_EXERCISE_. Each line below from the one containing "content:''; display:block; margin:auto;" through the one containing "M 171,135 L 215,146 L 210,169 L 166,158 Z" is to be given again exactly, and no line outside that span.

_GIVEN RECORDS_.

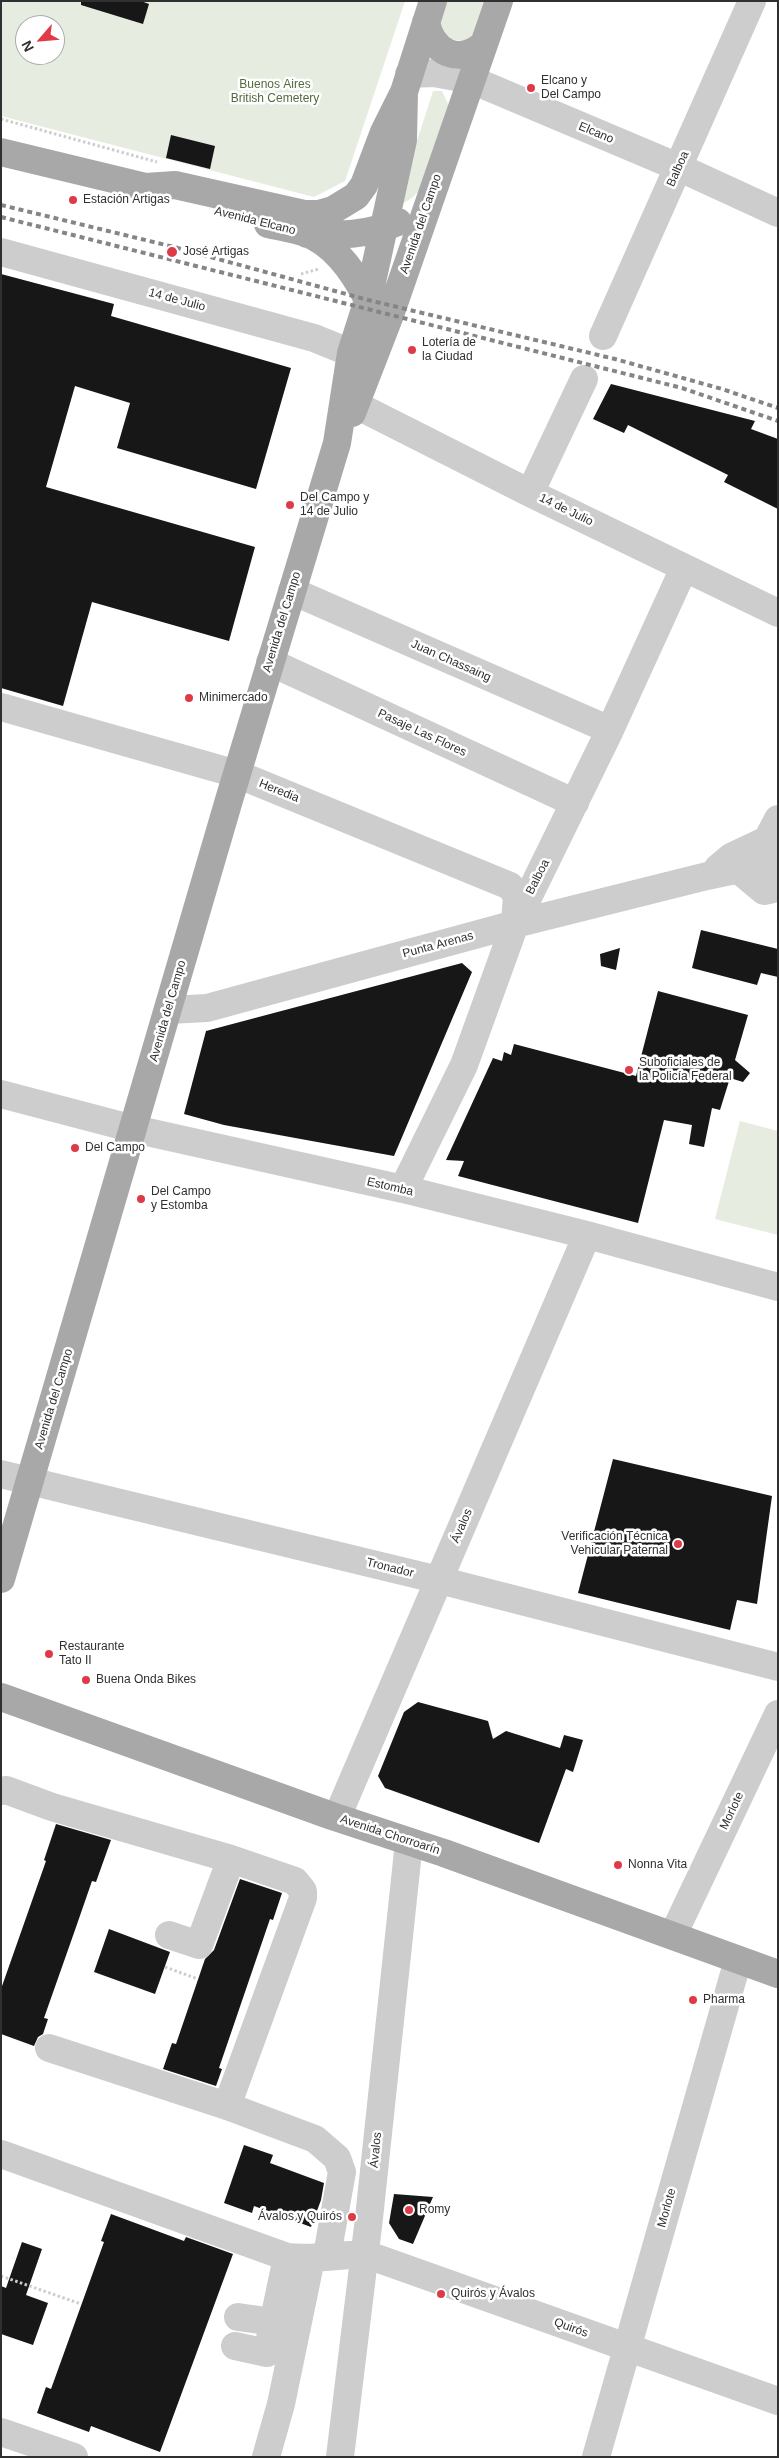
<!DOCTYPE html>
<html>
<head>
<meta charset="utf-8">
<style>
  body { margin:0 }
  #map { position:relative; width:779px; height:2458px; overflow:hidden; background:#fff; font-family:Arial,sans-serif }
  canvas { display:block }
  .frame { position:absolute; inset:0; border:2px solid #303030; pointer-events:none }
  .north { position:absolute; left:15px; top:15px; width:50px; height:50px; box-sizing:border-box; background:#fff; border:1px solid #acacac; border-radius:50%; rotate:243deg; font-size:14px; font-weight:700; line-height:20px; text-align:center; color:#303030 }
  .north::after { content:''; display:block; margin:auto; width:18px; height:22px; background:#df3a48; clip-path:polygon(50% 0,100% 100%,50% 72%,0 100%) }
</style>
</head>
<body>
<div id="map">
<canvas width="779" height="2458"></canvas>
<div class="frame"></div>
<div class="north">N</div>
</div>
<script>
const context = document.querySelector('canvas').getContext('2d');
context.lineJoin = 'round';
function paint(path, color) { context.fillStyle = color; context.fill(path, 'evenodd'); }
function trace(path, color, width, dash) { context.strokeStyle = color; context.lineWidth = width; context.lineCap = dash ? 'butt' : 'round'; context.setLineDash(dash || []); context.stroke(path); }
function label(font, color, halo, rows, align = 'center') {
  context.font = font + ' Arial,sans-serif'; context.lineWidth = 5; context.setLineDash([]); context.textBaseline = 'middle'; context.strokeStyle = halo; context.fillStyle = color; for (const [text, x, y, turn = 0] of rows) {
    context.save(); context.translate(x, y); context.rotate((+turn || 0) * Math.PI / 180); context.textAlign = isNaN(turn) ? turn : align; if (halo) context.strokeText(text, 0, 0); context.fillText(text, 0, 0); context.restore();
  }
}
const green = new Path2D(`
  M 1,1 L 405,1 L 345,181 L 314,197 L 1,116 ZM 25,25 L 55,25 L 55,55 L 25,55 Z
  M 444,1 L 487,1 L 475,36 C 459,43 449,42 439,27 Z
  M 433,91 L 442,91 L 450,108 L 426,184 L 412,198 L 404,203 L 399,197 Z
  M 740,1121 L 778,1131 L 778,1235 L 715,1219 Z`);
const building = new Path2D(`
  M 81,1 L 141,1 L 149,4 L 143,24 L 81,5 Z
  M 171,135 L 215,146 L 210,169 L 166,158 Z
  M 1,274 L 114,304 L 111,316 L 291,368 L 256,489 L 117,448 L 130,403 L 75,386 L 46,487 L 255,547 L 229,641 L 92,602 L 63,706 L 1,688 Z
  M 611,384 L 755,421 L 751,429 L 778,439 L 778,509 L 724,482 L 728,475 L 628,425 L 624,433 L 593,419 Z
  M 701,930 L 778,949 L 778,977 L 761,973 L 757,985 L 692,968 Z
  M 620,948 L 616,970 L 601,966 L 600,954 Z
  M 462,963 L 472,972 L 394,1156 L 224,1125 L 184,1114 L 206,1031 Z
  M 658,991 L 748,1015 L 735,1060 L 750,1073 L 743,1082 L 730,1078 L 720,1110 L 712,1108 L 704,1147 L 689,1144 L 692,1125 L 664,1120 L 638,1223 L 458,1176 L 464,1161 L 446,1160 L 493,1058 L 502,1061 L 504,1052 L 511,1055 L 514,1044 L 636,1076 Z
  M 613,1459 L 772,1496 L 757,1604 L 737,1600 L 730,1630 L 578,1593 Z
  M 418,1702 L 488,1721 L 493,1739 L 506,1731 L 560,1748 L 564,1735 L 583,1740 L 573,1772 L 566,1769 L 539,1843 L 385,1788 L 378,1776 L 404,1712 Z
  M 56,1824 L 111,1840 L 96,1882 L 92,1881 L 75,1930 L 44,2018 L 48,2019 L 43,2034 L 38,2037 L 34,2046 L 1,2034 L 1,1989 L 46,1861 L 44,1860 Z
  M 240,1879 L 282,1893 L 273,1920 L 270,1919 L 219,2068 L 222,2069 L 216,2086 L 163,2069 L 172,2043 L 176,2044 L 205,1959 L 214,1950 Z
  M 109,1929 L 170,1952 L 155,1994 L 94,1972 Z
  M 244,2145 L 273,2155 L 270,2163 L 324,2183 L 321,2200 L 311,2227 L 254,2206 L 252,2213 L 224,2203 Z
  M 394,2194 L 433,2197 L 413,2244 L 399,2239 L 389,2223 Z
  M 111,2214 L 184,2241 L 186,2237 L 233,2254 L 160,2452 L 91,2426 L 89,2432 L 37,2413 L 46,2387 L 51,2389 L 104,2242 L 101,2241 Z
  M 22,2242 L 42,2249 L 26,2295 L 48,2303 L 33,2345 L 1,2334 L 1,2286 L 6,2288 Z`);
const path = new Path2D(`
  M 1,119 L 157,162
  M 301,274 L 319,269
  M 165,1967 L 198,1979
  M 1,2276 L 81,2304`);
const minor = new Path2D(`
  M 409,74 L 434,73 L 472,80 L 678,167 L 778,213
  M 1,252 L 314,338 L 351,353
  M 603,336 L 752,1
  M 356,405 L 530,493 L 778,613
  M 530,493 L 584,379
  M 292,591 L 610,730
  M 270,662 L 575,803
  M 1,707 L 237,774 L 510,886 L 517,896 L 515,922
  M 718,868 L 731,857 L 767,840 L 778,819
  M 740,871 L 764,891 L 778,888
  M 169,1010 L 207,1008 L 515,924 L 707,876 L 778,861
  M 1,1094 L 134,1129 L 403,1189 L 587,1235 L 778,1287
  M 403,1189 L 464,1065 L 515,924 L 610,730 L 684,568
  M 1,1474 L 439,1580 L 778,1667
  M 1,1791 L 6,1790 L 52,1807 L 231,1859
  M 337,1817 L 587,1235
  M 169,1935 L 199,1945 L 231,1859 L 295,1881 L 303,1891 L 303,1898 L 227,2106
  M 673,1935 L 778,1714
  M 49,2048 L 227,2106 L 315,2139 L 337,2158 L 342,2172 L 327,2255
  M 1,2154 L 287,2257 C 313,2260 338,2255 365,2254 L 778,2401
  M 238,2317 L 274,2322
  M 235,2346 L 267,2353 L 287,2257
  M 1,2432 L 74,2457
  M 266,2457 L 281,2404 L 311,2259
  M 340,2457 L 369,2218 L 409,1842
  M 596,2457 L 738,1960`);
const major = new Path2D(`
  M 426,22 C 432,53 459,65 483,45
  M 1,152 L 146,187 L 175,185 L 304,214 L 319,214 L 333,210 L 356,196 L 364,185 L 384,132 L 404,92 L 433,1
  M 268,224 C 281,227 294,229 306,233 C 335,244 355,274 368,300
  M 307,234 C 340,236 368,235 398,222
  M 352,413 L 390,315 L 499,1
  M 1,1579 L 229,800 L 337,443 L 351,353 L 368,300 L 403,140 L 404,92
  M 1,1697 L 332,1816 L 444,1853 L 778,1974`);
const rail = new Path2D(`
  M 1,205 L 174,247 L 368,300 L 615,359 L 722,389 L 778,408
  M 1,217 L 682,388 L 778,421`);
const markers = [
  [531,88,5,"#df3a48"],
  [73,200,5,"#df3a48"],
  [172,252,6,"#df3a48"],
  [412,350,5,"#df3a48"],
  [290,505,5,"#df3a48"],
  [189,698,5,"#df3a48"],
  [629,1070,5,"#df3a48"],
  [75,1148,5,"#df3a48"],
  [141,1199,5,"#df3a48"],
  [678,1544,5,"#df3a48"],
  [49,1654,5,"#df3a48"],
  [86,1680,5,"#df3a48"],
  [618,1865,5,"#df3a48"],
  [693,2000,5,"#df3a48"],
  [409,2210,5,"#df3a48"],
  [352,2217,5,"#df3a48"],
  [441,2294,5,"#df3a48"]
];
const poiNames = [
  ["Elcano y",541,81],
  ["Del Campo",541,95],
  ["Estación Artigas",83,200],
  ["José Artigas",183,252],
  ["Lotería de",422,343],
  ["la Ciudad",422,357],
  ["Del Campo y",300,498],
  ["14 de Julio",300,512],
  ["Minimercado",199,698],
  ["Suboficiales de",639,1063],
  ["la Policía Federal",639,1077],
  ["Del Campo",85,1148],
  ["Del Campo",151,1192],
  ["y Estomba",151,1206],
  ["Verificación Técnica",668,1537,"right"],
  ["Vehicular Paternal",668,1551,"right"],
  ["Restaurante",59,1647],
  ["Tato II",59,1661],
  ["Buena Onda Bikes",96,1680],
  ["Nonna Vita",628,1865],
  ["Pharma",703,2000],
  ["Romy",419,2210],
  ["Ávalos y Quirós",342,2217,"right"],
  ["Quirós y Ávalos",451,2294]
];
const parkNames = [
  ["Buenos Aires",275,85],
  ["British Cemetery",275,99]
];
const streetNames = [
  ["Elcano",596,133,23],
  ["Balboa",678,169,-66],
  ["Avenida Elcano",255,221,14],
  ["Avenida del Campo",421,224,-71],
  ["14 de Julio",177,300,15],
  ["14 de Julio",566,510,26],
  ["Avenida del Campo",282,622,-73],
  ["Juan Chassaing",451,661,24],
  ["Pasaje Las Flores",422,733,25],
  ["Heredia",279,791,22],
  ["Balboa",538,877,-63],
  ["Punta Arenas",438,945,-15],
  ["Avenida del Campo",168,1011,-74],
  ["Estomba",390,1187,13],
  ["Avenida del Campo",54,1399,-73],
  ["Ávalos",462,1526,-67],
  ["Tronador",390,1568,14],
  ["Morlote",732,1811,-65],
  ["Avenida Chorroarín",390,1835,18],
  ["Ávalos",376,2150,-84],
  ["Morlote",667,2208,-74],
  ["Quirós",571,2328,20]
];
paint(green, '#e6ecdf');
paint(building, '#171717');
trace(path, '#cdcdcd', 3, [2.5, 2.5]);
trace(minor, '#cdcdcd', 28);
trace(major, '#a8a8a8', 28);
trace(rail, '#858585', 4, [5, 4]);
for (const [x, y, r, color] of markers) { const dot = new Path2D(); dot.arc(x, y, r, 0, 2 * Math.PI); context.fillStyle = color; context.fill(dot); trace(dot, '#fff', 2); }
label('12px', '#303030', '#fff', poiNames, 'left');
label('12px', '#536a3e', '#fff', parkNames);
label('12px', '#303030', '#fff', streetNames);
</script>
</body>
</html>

_WRITTEN REPLY_.
  .north::after { content:''; display:block; margin:auto; width:18px; height:22px; background:#df3a48; clip-path:polygon(50% 0,100% 100%,50% 72%,0 100%) }
</style>
</head>
<body>
<div id="map">
<canvas width="779" height="2458"></canvas>
<div class="frame"></div>
<div class="north">N</div>
</div>
<script>
const context = document.querySelector('canvas').getContext('2d');
context.lineJoin = 'round';
function paint(path, color) { context.fillStyle = color; context.fill(path, 'evenodd'); }
function trace(path, color, width, dash) { context.strokeStyle = color; context.lineWidth = width; context.lineCap = dash ? 'butt' : 'round'; context.setLineDash(dash || []); context.stroke(path); }
function label(font, color, halo, rows, align = 'center') {
  context.font = font + ' Arial,sans-serif'; context.lineWidth = 5; context.setLineDash([]); context.textBaseline = 'middle'; context.strokeStyle = halo; context.fillStyle = color; for (const [text, x, y, turn = 0] of rows) {
    context.save(); context.translate(x, y); context.rotate((+turn || 0) * Math.PI / 180); context.textAlign = isNaN(turn) ? turn : align; if (halo) context.strokeText(text, 0, 0); context.fillText(text, 0, 0); context.restore();
  }
}
const green = new Path2D(`
  M 1,1 L 405,1 L 345,181 L 314,197 L 1,116 ZM 25,25 L 55,25 L 55,55 L 25,55 Z
  M 444,1 L 487,1 L 475,36 C 459,43 449,42 439,27 Z
  M 433,91 L 442,91 L 450,108 L 426,184 L 412,198 L 404,203 L 399,197 Z
  M 740,1121 L 778,1131 L 778,1235 L 715,1219 Z`);
const building = new Path2D(`
  M 81,1 L 141,1 L 149,4 L 143,24 L 81,5 Z
  M 171,135 L 215,146 L 210,169 L 166,158 Z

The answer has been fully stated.